Social Economies – Part 4

This is the final post in the Social Economies series, where we covered definition, previous history and current state.  This post will focus on the speculative future and provide some suggestions developers may want to consider.

First we need to address the elephant in the room and that’s the gamification/RPG trend.  The gamification trend alludes to what seems to be a start, end, goal and reward process for many services.  Fitocracy is a perfect example, where you get badges for doing exercise.  The RPG trend is linked quite heavily and this refers to the “level up” feature in nearly all games and quite a few services.  COD took this to the extreme and now every game seems to have this feature baked-in.  The concept of a “ding” upon level up is so pervasive today that it has lost most of its meaning.

The baby elephant underneath the big one is the F2P gaming trend.  These are designed to be extremely consumable products focused drastically on the short term.  They are generally just like junk food; you get a fix and move on.  There are hundreds and hundreds of games that fit this mold and very few MMOs, in the West, are designed with F2P from the start.  They are magically reverse engineered with varying results.  Some give everything away, some put up massive pay walls.  Eastern games are nearly all F2P from the start and have very short life spans.  But the culture there accepts this model.  I won’t go into more detail about it, since our culture in the West is quite a bit different.

We’ve addressed the fact that social economies are dependent on people investing time to get results, regardless of the game structure around them.  The reward structure is primarily intrinsic but can be supplemented with extrinsic rewards as a “selling feature” of a game.  In this I mean that if Game A has a functional social economy that took 2 years to build, Game B needs to offer a more improved economy.
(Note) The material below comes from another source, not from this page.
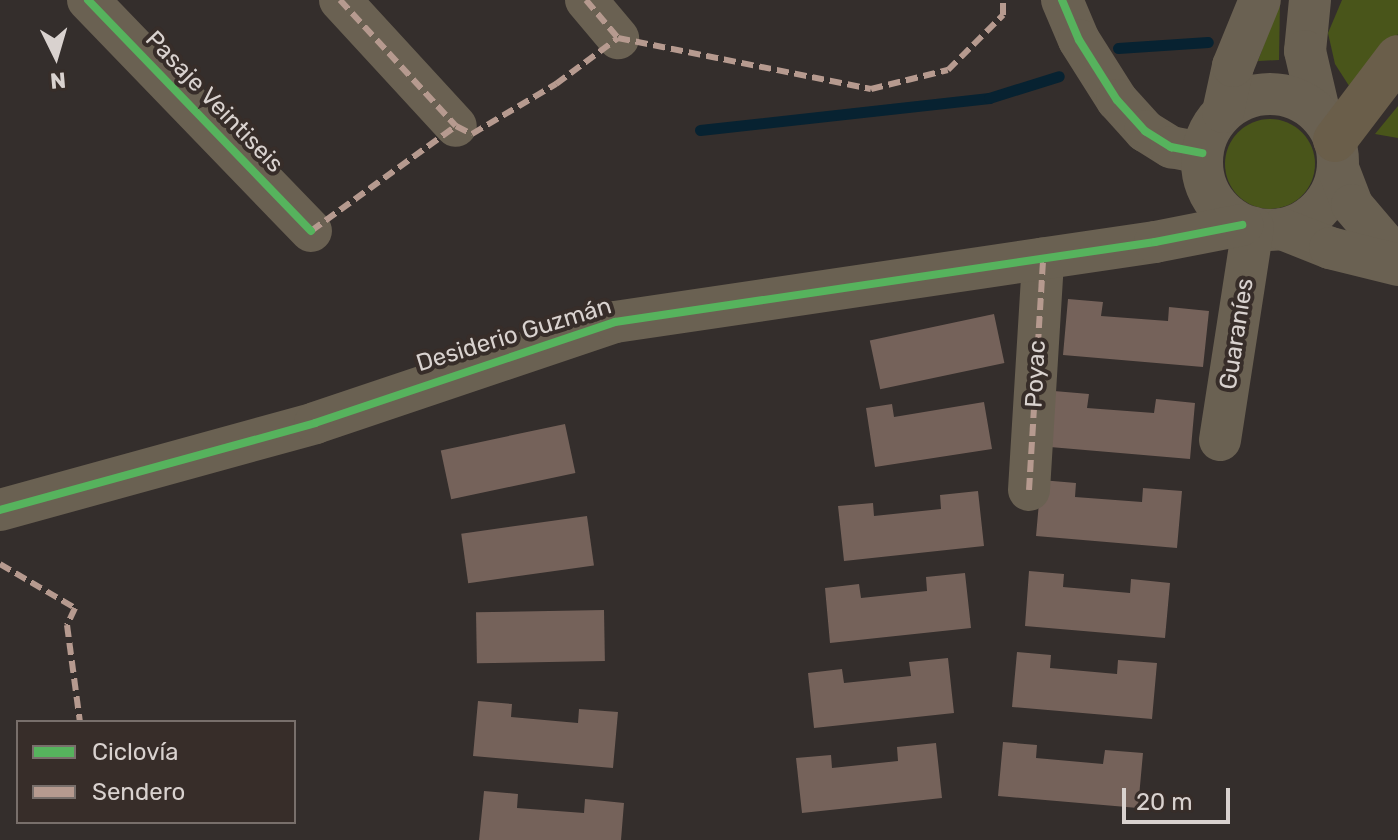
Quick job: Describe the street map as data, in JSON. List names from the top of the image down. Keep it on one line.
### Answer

In actual fact, this is simply not possible but due to the two elephants in the room, that often doesn’t matter until month 2 after release.

So how does a new game coming out attract, and more importantly, retain players?  It honestly cannot be a new shiny, as there just aren’t any left.  People have shot, sliced, danced and dinged their way through online games for 10 years and the market is just too saturated to sustain any more.  A new game needs intrinsic rewards that players value.

They need strong social bonds at an early point in the game – such as through a mentoring program.  Mentoring allows players of any level to get together and play together, with only small limitations.  I played with my brother for a long time but the level difference was always a hurdle we could not cross.  Mentoring, or level scaling play, is a no brainer.

They need synergies for social groups at an early level.  This can be done in a few ways but one idea I’ve had for a while is group/friend experience.  Similar to guild levels, the more you play with another person, the more options you have in interacting with them.  This could be a feature that allows you to copy their dye set, improves travel time when in range of each other or more social emotes.  This would again be account based because your friends are people, not avatars.

They need a framework of social tools.  They need to integrate into services that are not tied in-game, like the RIFT mobile application.  It lets you participate in game and stay in touch with friends and guildmates.  This allows you to maintain social bonds in and out of game.  In-game guild and group tools are also required and they must be available from the start and be intuitive.  Games need a no-tap rule and shared loot.  They need grouping tools to easily put people together.  They need teleportation tools to get friends together over long distances.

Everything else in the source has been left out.